Just pointing out that law professors are quite capable of espousing completely unrealistic and non-mainstream theories of jurisprudence.
Stating that someone couldn’t possibly think something is a statement of what the law is or should be is bound to fall foul of someone somewhere who does think just that - and requires his (usually his) students to agree with him.
I agree with you that Blackstone’s views were rather more nuanced than the OP quote implies.
This is entirely OT and going far too far for what was intended to simply be a throw-away joke about those wacky law professors but:
In my view Blackstone almost certainly did genuinely believe that property rights were “that sole and despotic dominion…” etc. He also argued that yes, the law does allow for limits on that dominion.
Those limits are those that society agrees upon:
III. THE third abfolute right, inherent in every Englifhman, is that of property which confifts in the free ufe, enjoyment, and difpofal of all his acquifitions, without any control or diminution, fave only by the laws of the land.
The original of private property is probably founded in nature, as will be more fully explained in the second book of the ensuing commentaries: but certainly the modifications under which we at present find it, the method of conserving it in the present owner, and of translating it from man to man, are entirely derived from society; and are some of those civil advantages, in exchange for which every individual has resigned a part of his natural liberty.
[…]
So great moreover is the regard of the law for private property, that it will not authorize the least violation of it; no, not even for the general good of the whole community. If a new road, for instance, were to be made through the grounds of a private person, it might perhaps be extensively beneficial to the public; but the law permits no man, or set of men, to do this without consent of the owner of the land. In vain may it be urged, that the good of the individual ought to yield to that of the community; for it would be dangerous to allow any private man, or even any public tribunal, to be the judge of this common good, and to decide whether it be expedient or no. Besides, the public good is in nothing more essentially interested, than in the protection of every individual’s private rights, as modelled by the municipal law. In this, and similar cases the legislature alone can, and indeed frequently does, interpose, and compel the individual to acquiesce. But how does it interpose and compel? Not by absolutely stripping the subject of his property in an arbitrary manner; but by giving him a full indemnification and equivalent for the injury thereby sustained. The public is now considered as an individual, treating with an individual for an exchange.
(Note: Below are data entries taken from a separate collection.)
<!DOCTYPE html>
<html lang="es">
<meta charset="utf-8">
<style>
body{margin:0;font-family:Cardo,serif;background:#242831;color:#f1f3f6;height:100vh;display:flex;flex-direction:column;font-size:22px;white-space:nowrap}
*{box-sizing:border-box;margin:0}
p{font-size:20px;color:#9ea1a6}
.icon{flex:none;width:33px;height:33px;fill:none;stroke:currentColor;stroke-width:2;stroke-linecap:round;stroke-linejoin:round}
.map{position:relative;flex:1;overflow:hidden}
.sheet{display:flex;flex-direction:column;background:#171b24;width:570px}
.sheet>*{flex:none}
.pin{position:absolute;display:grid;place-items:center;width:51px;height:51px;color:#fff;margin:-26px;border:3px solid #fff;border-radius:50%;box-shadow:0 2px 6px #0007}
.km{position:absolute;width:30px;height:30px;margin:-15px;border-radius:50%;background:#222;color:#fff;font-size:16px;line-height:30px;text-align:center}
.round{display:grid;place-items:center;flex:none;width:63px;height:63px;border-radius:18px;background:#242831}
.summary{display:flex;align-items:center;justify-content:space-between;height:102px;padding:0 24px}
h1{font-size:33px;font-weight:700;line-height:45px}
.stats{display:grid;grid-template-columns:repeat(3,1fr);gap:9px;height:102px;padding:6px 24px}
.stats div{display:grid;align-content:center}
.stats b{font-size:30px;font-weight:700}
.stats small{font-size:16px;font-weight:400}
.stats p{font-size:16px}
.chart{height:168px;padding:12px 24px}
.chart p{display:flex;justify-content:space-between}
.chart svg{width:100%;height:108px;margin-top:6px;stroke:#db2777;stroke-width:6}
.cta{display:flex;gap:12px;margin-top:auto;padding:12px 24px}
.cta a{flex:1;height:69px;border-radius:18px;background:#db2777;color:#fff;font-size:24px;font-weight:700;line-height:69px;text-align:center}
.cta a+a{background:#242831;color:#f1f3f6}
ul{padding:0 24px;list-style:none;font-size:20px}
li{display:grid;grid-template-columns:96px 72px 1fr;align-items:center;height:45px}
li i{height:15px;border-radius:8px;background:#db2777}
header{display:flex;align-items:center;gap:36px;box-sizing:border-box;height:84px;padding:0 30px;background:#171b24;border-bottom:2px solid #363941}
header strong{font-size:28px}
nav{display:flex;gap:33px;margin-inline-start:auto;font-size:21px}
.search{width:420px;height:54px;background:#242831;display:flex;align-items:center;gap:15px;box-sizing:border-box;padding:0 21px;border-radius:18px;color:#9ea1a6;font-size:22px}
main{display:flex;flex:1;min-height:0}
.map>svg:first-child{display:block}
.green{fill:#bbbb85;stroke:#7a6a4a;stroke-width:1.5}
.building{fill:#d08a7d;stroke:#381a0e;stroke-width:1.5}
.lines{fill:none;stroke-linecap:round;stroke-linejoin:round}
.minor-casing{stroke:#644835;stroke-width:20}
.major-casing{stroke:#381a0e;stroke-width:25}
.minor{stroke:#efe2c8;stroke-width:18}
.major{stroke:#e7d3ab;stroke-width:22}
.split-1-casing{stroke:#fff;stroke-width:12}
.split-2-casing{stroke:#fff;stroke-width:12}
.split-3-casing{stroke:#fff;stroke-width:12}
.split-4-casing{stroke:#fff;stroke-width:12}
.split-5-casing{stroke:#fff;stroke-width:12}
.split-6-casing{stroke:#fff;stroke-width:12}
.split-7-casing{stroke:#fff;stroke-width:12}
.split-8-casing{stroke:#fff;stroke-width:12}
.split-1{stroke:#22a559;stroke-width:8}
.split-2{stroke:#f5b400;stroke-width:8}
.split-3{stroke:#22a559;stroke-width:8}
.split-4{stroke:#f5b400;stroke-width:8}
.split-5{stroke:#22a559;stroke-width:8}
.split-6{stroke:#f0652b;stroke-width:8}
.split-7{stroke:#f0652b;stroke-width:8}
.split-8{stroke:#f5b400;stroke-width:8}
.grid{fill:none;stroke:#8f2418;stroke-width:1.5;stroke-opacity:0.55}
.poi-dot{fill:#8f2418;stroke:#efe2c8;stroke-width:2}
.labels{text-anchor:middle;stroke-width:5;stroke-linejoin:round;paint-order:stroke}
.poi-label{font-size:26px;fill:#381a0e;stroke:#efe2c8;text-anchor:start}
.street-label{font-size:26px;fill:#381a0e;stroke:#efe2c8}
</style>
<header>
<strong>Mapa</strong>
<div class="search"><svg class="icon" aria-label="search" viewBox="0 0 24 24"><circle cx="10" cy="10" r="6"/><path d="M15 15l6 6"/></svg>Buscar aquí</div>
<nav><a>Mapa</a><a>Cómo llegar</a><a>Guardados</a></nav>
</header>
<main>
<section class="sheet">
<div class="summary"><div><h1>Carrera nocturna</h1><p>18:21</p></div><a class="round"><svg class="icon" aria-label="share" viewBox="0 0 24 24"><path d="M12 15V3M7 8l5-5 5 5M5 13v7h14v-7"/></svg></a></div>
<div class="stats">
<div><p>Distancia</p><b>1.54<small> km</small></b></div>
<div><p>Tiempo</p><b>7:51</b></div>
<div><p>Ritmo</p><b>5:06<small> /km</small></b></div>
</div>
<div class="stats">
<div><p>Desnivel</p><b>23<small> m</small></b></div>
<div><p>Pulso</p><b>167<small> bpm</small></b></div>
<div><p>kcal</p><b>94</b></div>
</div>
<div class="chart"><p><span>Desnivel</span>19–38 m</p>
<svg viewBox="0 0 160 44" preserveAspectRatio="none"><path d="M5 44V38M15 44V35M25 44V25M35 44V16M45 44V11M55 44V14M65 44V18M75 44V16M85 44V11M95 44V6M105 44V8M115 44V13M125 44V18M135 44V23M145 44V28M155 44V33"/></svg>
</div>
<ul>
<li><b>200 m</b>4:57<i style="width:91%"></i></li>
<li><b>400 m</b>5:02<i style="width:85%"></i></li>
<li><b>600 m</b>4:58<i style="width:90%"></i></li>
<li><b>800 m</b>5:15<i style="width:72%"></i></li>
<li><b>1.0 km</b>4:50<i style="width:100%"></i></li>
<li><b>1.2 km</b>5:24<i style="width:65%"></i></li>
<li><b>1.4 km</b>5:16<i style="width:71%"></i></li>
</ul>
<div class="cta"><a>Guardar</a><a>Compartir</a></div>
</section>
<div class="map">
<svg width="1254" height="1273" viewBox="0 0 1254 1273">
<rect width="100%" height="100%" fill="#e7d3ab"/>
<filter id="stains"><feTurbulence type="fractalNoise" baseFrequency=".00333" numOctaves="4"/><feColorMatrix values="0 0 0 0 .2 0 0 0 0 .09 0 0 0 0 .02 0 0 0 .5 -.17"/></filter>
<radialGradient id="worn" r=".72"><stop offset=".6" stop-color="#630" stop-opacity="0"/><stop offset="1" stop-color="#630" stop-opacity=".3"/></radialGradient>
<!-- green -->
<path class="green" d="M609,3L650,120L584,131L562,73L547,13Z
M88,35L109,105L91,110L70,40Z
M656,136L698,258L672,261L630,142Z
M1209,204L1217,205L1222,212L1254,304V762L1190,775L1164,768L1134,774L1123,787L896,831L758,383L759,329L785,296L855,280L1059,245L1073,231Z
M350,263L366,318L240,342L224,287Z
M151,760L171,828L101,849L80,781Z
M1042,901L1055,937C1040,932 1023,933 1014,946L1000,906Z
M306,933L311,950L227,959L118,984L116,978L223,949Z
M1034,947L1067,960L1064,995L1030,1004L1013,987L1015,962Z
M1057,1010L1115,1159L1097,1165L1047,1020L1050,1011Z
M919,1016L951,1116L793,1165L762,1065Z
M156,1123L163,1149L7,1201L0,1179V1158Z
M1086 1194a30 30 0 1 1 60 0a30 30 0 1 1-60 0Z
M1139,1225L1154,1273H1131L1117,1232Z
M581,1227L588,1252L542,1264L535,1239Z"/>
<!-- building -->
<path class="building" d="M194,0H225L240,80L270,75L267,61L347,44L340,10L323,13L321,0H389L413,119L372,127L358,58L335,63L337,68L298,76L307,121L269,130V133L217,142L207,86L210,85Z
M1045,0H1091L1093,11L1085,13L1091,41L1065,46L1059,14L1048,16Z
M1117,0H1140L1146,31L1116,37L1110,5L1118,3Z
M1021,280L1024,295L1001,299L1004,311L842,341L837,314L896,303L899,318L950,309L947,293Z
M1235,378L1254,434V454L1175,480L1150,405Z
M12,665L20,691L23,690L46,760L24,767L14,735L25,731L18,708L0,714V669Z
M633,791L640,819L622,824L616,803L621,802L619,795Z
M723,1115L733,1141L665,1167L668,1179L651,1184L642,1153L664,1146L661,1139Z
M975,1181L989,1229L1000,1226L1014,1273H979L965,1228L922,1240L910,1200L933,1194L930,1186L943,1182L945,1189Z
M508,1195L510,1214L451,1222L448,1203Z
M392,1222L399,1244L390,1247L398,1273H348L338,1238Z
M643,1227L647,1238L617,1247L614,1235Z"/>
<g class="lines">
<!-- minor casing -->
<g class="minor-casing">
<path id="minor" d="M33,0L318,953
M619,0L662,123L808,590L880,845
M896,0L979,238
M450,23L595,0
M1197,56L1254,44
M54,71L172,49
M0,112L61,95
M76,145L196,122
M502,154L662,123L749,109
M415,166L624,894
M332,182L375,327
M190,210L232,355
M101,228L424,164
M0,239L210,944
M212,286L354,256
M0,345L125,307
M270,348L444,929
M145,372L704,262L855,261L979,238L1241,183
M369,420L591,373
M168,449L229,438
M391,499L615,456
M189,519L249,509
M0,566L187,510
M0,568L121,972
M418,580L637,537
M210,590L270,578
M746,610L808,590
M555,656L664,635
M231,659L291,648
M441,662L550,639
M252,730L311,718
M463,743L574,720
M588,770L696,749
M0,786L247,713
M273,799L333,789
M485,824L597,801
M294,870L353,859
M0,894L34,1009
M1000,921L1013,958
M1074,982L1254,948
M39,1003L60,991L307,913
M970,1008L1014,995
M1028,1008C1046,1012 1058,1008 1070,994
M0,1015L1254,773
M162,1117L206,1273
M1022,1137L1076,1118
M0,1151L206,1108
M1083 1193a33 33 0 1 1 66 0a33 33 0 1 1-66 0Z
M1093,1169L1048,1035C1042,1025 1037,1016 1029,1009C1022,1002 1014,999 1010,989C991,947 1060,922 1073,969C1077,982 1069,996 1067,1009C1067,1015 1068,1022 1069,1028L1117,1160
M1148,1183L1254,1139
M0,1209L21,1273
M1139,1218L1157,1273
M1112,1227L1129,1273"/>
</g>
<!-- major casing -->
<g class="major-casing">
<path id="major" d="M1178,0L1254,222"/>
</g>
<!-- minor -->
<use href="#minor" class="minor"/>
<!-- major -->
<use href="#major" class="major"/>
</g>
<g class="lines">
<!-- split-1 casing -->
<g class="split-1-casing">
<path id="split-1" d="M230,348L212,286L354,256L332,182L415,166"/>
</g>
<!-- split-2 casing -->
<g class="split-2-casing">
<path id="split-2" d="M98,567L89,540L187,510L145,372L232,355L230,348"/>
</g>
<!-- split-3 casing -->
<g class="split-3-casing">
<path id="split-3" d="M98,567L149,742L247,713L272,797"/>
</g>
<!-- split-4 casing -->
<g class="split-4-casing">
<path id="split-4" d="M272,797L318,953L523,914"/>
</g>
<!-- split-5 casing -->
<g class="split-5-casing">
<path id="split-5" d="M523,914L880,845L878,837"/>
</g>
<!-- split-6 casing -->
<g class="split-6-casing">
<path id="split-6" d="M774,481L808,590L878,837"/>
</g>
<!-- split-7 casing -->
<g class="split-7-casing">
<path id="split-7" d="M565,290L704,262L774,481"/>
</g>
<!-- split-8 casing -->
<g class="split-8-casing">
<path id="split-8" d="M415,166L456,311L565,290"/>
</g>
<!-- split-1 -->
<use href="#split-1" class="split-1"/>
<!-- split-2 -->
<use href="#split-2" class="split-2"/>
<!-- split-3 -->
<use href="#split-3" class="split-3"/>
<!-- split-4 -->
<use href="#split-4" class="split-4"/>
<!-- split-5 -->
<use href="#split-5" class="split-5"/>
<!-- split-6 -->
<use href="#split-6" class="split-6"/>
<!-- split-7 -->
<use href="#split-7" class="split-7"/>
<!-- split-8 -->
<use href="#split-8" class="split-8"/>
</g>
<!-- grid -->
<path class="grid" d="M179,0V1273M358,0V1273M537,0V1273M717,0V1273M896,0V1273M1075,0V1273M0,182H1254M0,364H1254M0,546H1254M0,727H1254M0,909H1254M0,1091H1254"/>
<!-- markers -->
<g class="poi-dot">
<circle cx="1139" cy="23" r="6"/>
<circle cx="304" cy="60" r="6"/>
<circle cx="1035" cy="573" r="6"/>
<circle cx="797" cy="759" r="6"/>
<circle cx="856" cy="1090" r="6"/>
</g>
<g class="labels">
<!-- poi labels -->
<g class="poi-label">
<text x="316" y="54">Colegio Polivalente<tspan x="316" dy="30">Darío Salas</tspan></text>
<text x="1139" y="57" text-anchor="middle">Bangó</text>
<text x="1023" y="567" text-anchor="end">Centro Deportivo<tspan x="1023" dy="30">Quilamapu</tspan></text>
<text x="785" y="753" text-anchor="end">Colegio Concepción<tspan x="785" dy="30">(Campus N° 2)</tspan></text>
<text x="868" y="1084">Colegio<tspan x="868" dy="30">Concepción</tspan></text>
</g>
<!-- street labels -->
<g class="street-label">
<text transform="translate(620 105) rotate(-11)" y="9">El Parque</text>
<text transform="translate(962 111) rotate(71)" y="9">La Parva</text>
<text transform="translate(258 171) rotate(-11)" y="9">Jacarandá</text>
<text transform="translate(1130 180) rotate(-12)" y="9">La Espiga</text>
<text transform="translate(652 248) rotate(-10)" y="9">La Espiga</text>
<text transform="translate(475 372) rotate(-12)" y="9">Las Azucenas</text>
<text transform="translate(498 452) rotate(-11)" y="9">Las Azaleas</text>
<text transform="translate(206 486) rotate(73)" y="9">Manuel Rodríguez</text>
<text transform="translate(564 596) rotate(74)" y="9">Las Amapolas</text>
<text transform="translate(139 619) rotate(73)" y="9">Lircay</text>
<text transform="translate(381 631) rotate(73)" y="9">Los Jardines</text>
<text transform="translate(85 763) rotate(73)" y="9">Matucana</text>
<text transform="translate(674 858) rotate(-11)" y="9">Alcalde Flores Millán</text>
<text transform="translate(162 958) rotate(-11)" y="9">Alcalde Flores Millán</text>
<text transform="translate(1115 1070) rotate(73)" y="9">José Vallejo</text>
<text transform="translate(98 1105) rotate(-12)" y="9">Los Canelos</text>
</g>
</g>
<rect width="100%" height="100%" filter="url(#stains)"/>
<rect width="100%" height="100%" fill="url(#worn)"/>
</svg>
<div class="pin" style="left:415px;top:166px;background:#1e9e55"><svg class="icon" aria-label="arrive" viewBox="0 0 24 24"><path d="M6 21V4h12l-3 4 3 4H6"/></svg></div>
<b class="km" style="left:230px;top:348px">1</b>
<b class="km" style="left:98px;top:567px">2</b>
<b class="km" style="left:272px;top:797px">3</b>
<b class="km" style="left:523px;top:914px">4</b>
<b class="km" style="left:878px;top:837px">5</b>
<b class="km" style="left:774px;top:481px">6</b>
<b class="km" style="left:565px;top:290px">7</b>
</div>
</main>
All that the legislature does is to oblige the owner to alienate his possessions for a reasonable price; and even this is an exertion of power, which the legislature indulges with caution, and which nothing but the legislature can perform.
Interference with property rights is permissible by the consent of parliament which is the mechanism each person has agreed to in order to regulate society and minimise strife, etc.
That does not mean that Blackstone did not believe that without those by definition voluntary limits on dealings with property, ‘property’ did not give you the right to do as you wish with your property without interference from others.
I believe that is still the mainstream basis of property law.